The 12 deficiencies General: 

Installation conducted without referencing a tested system or Engineering Judgment (the “RED IS RIGHT” mentality)—

Firestopping products carry no inherent fire-resistance ratings. Simply buying a firestop product and installing it in an opening with no point of reference: 1) is unreliable because it may not have been tested in that manner, and, therefore, may not perform its intended function; 2) generates additional risk from a liability point of view; and 3) if it does not comply with a tested system, does not meet the requirements of any of the model building codes in the United States. A fire-resistance rating is achieved when a system is tested by a 3rd party testing organization (e.g. UL, Omega Point, FM, Intertek) and is found to pass the standardized fire exposure test and hose stream test. ASTM E814 and UL 1479, both titled “Fire Tests of Through-Penetration Fire Stops”, are the relevant standards which are referenced in the building codes as establishing the requirements for rating of firestop systems. The aforementioned system includes, for penetrations: 1) the rated wall or floor assembly, 2) the penetrating item(s), and 3) the firestop materials designed to maintain the integrity of the wall or floor. A system for fire-resistance rated construction joints includes the two adjacent rated wall/floor assemblies and the firestopping materials designed to create a commensurate fire-rating of the joint.

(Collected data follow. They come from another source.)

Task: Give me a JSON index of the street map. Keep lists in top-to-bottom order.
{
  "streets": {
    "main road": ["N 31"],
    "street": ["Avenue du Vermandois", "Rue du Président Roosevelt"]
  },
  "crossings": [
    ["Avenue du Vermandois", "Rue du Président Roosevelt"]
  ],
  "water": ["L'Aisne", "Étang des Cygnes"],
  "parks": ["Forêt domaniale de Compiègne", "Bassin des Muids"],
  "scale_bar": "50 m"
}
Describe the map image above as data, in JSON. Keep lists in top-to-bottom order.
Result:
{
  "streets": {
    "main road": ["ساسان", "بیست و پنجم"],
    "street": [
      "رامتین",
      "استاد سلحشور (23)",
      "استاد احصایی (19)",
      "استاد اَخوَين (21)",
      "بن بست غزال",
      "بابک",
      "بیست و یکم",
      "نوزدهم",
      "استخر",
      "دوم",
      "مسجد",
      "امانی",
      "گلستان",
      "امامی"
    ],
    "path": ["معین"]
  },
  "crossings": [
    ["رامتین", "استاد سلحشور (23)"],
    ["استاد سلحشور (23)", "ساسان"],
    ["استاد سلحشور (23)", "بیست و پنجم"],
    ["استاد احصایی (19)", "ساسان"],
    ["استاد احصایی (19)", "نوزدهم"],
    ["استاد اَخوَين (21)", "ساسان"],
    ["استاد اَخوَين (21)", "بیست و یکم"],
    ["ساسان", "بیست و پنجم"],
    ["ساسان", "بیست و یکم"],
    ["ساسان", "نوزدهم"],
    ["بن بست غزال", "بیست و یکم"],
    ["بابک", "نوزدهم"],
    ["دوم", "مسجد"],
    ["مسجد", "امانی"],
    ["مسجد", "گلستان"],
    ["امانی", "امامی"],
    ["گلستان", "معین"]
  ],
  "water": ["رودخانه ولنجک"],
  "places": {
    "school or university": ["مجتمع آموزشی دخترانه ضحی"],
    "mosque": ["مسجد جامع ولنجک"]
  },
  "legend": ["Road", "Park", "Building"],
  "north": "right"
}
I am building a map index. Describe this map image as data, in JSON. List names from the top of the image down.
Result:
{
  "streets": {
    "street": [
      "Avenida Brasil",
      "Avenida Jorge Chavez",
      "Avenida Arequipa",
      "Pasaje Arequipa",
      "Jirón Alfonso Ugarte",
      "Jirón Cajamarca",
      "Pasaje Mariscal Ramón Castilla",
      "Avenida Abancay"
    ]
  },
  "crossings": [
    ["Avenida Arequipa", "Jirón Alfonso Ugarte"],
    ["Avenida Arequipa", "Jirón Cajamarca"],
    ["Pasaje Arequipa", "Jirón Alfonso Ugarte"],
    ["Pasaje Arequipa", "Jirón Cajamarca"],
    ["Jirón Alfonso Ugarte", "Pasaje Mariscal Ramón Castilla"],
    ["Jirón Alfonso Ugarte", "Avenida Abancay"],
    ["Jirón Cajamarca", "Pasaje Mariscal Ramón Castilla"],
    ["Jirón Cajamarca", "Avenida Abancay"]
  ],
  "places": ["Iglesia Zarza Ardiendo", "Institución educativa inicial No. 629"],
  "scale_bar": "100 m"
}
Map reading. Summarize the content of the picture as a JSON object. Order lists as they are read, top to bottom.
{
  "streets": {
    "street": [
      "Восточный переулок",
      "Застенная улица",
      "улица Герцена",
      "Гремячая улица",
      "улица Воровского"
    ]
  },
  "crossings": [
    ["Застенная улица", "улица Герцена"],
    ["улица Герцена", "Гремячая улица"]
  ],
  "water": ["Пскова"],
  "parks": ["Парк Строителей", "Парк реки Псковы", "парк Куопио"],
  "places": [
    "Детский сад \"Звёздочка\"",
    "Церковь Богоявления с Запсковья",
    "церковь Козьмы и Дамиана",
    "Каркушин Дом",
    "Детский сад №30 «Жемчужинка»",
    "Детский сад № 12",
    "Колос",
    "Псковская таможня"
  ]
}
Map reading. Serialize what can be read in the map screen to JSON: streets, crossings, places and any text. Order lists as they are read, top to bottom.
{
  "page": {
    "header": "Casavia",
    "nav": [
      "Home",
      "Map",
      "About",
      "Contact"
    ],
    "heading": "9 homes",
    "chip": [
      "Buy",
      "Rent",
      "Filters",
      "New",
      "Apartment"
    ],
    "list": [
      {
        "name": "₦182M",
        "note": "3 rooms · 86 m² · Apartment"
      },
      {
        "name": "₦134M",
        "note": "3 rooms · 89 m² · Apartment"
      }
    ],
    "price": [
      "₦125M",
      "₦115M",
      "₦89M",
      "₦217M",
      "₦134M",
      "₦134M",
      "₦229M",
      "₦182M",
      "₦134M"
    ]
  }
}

Because the majority of firestop sealants are red in color, many people have developed a mental association between “red product” and “firestop”. The “red is right” mentality refers to the criteria used by some tradesmen, contractors and

even inspectors, that as long as there is some kind of red sealant in the opening or joint, then firestopping is assumed to have been accomplished. The widespread use of this erroneous criteria has even led to legendary cases where people have been known use red dye to color inappropriate sealant materials (e.g. joint compound), knowing that as long as there is red sealant in the openings, no further inquiries are likely to be made. Obviously, this type of activity creates an increased risk of premature fire and smoke spread in the event of a fire, an accompanying increase in liability exposure, and could result in a host of other problems for those attempting to intentionally circumvent the building code. But while everyone would agree this type of activity is “penny wise and pound foolish”, that it occurs merely highlights the lack of understanding in the industry of the role of proper firestopping. 

Jobsite conditions that do not meet the requirements of any listed system – the need for an Engineering Judgment

Although there are hundreds of tested and listed firestop systems, numerous situations are inevitably encountered which do not exactly meet the stated range of conditions of a tested system. The word exactly is purposely used here with emphasis, because any condition that deviates in the least from the tested and listed systems needs to be evaluated by someone with appropriate qualifications, to determine if the fire resistance might be negatively impacted by the deviation. The resulting evaluation is typically presented in the form of an Engineering Judgment – a system which is not listed, but which is expected to pass if tested. Because, by definition, it is a “judgment”, the qualifications, experience, and reputation of the entity issuing an Engineering Judgment are critical. The International Firestop Council (IFC) has formulated guidelines for the evaluation of Engineering Judgments. Because these are “guidelines”, issuers of Engineering Judgments are not forced to adhere to them. However, encouraging recipients of Engineering Judgments to scrutinize those judgments by teaching them what to look for provides a check-and-balance on an otherwise unregulated practice. Caveat Emptor (buyer beware) have been watchwords for as long as people have sold goods and services to other people. The document, titled “Guidelines for Evaluating Engineering Judgments” can be obtained free of charge from the IFC’s website at www.firestop.org. Guidelines are being developed by an ASTM E05.11 task group to help those who are charged with developing EJs. No other standard or guideline is currently available within the US that specifically addresses the extension-of-data issues that engineers need to consider when developing EJs.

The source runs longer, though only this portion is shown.